Created attachment 22176 [details] Test Harness #4
The patch for test case 2 has been applied to 6.0.x and will be in 6.0.17 onwards. I'm still looking at test case 3.
The good news is I can now repeat test case 3 and have found the root cause. There is a synchronisation issue with StandardWrapper. In short, one thread can enter allocate() and before countAllocated is incremented, another thread can enter unload(). The bad news is that I suspect the fix might not be pleasant. allocate() is on the critical path so just synchronising allocate() would likely be bad from a performance point of view. I haven't really thought about this much yet, so I am hoping there is a better fix to be found. I'll have a think about a solution for this over the next few days. Hopefully I'll have something next week. In the meantime, any suggestions are welcome.

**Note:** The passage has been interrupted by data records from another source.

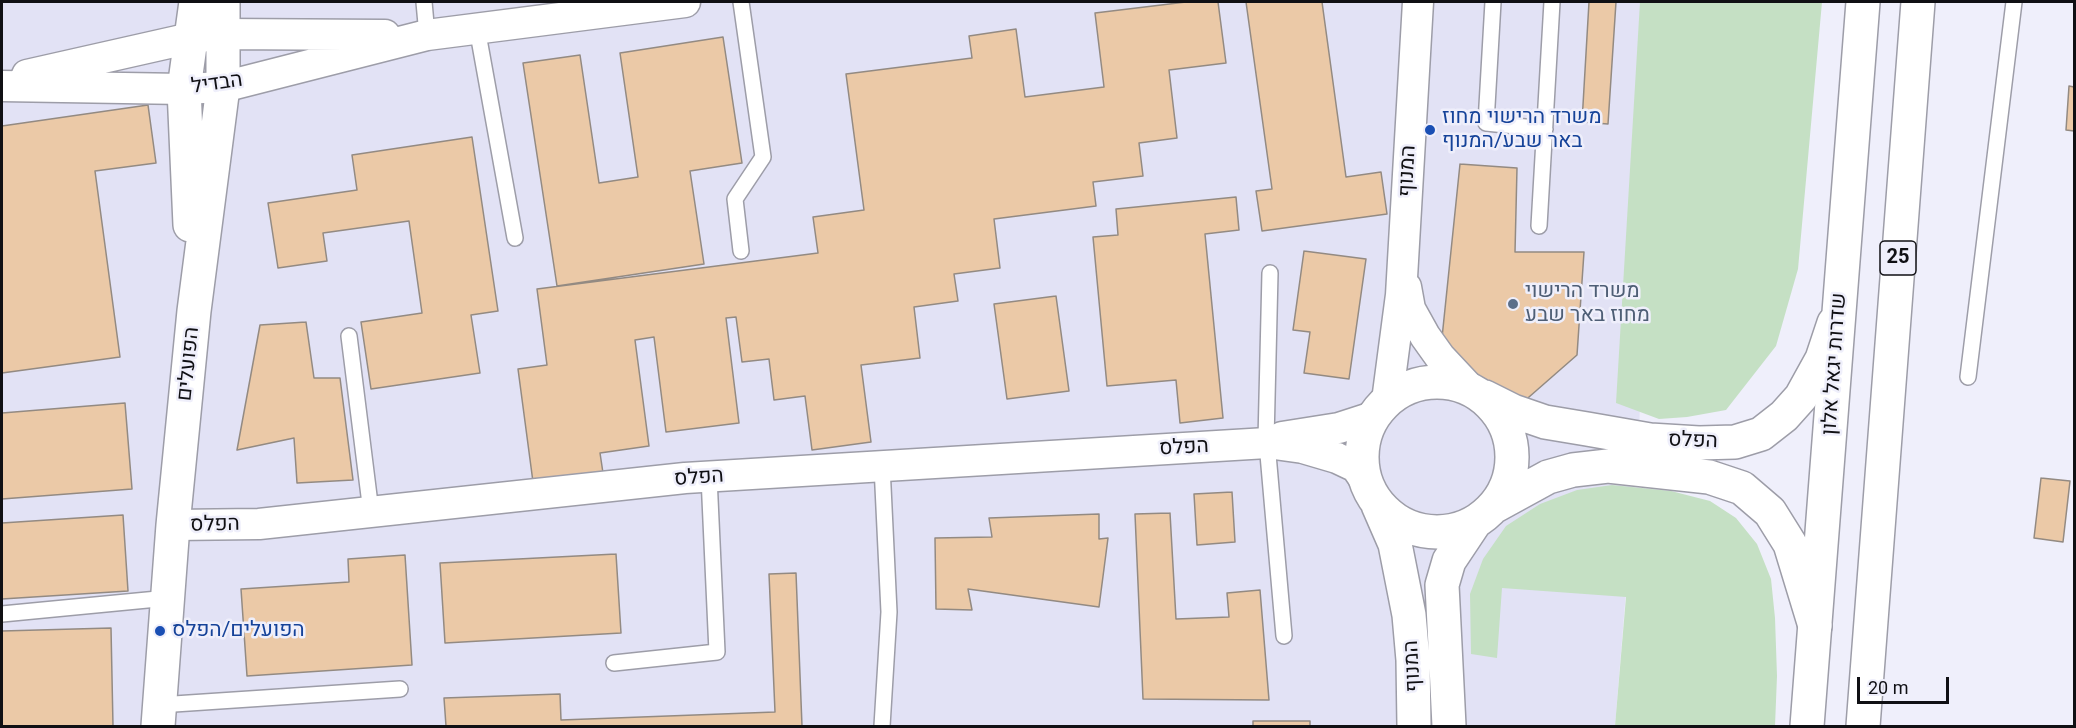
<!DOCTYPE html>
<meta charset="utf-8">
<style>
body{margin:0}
#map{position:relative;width:2076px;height:728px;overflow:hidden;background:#efeffb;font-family:Roboto,sans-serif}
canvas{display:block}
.frame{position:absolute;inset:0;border:3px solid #101014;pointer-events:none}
.scale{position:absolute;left:1857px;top:677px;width:92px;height:27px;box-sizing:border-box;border:3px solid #101014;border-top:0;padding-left:8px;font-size:18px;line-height:21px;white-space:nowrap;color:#101014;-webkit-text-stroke:4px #efeffb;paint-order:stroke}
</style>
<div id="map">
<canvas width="2076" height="728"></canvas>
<div class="frame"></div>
<div class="scale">20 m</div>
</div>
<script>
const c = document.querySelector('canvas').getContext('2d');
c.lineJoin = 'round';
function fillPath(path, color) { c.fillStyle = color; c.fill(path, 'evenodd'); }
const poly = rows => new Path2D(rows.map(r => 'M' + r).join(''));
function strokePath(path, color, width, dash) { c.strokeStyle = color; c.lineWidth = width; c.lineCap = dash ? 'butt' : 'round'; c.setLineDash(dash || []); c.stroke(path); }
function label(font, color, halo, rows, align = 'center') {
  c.font = font + ' Roboto,Heebo,sans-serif'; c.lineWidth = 5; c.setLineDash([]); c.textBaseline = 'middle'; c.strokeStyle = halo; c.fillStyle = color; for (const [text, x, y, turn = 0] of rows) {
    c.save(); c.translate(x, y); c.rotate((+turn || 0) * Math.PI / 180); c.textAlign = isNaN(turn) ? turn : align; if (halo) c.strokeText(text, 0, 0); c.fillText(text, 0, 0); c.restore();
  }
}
const built = poly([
 [2,2,1655,2,1639,431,1615,726,2,726]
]);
const green = poly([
 [1640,2,1822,2,1798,269,1776,346,1726,410,1687,417,1659,419,1616,403],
 [1612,485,1671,491,1710,501,1736,518,1757,544,1771,579,1775,618,1777,676,1775,726,1615,726,1626,597,1502,588,1497,658,1471,654,1470,594,1483,559,1506,526,1540,504,1577,490]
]);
const building = poly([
 [1186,2,1218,2,1226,63,1169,70,1177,138,1139,143,1143,176,1093,182,1096,206,994,219,1000,268,954,274,958,301,914,307,920,358,861,365,871,442,812,450,805,396,774,400,769,359,742,362,736,317,726,318,739,423,666,432,654,337,635,340,649,446,600,453,603,473,533,482,518,369,547,365,537,289,818,253,813,217,864,210,846,74,972,58,969,36,1016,29,1025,97,1104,87,1095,13,1186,2],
 [1246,2,1322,2,1346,177,1381,172,1387,214,1262,231,1256,191,1272,189,1246,2],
 [1589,2,1616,2,1608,124,1582,122,1589,2],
 [723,37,742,163,690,171,704,264,557,286,523,63,580,55,599,183,638,177,620,53,723,37],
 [2069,86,2074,87,2074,131,2066,130,2069,86],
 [148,105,156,163,95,171,120,357,2,373,2,126,148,105],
 [472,137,498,311,471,315,480,373,371,389,361,322,422,313,409,221,323,233,327,261,278,268,268,203,357,190,352,155,472,137],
 [1460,164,1517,168,1515,252,1584,252,1577,355,1513,411,1440,357,1460,164],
 [1236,197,1239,230,1205,234,1223,418,1180,423,1176,380,1107,386,1093,237,1118,235,1116,209,1236,197],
 [1304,251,1366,259,1349,379,1304,373,1310,332,1293,330,1304,251],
 [1056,296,1069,391,1007,399,994,304,1056,296],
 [306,322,314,378,340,378,353,480,297,483,294,438,237,450,260,325,306,322],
 [125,403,132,489,2,499,2,413,125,403],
 [2041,478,2070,481,2063,542,2034,538,2041,478],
 [1232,492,1235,542,1197,545,1194,494,1232,492],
 [1170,513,1176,619,1229,617,1227,593,1260,590,1269,700,1143,699,1135,514,1170,513],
 [1099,514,1099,539,1108,538,1099,607,968,589,972,610,936,609,935,538,992,537,989,518,1099,514],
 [123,515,128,591,2,599,2,523,123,515],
 [616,554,621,633,445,643,440,563,616,554],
 [405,555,412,665,247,676,241,589,349,582,348,559,405,555],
 [796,573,802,726,446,726,444,698,560,694,561,720,775,712,769,574,796,573],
 [111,628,113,726,2,726,2,631,111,628],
 [1253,721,1310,721,1310,726,1253,726,1253,721]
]);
const service = poly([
 [424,2,427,35],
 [741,2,763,157,735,199,741,251],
 [1493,2,1486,123,1545,129],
 [477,28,515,238],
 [1539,226,1552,2],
 [349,336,371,512],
 [1968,377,2014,2],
 [1266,440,1270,273],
 [1267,443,1284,636],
 [2,614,168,598],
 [614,663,717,652,709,477],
 [159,705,400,689],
 [882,726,889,612,882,466]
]);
const minor = poly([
 [27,75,191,38,223,34,385,35],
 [2,86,184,89,223,87,427,35,685,2],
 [1406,287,1410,309,1425,336,1440,357,1470,389],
 [1387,401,1401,295,1418,2],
 [1282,437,1339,428,1373,417],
 [173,525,259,524,685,478,1267,443,1303,448,1337,458,1356,467,1365,480]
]);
const tertiary = poly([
 [190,225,184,89,196,2],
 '1362 457a75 75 0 1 1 150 0a75 75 0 1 1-150 0Z',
 [1485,397,1513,411,1545,422,1587,429,1650,440,1699,443,1735,442,1761,434,1784,416,1801,397,1822,359,1834,323],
 [1378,505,1395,544,1409,615,1413,660,1414,726],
 [1495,506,1548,477,1573,470,1608,466,1709,477,1742,488,1770,512,1790,544,1815,626],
 [158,726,173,525,194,311,223,87,223,2],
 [1449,726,1442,585,1449,561,1475,522]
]);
const trunk = poly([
 [1807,726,1863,2],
 [1863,726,1918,2]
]);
const markers = [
 [1430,130,6,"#1a4fb4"],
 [1513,304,6,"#5c6f8a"],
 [160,631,6,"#1a4fb4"]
];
const shields = [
 [1898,258,36]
];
const shieldNames = [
 ["25",1898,258]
];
const streetNames = [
 ["הבדיל",217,84,-8],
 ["המנוף",1408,171,-87],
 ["הפועלים",189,364,-84],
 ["שדרות יגאל אלון",1835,364,-86],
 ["הפלס",1693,441,2],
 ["הפלס",1184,448,-3],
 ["הפלס",699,478,-4],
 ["הפלס",215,525,-1],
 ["המנוף",1413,666,-93]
];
const transitNames = [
 ["משרד הרישוי מחוז",1442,118],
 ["באר שבע/המנוף",1442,142],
 ["הפועלים/הפלס",172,631]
];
const serviceNames = [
 ["משרד הרישוי",1525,292],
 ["מחוז באר שבע",1525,316]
];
fillPath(built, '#e2e2f5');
fillPath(green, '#c5e0c4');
fillPath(building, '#ebc9a7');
strokePath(building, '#938a82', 1.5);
strokePath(service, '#9d9da8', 18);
strokePath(minor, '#9d9da8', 33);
strokePath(tertiary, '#9d9da8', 36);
strokePath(trunk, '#9d9da8', 36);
strokePath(service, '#fff', 15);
strokePath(minor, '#fff', 30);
strokePath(tertiary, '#fff', 33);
strokePath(trunk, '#fff', 33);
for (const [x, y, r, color] of markers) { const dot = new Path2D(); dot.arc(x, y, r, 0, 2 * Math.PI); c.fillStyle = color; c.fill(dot); strokePath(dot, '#efeffb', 2); }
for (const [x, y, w] of shields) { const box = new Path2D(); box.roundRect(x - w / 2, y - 17, w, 34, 4.5); c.fillStyle = '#efeffb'; c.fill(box); strokePath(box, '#101014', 1.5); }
label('bold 20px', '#101014', null, shieldNames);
label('21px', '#101014', '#efeffb', streetNames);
label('21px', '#164399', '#efeffb', transitNames, 'left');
label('21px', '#4e5e75', '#efeffb', serviceNames, 'left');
</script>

I have committed a fix for test case 3 to trunk, It isn't perfect but it should be enough to fix the issue you are seeing. For the record, I could only get test case 3 to fail by using a debugger to control the execution sequence of the threads. The patch is http://svn.apache.org/viewvc?rev=672397&view=rev Any testing feedback would be appreciated. The patch has been proposed for 6.0.x
The patch for test case #3 has been applied to trunk. Whilst the fix isn't perfect is should be extremely difficult (verging on impossible) to reproduce this issue under normal usage. If you have a test case that still demonstrates this issue with the latest patches, please feel free to re-open this bug.
*** Bug 42518 has been marked as a duplicate of this bug. ***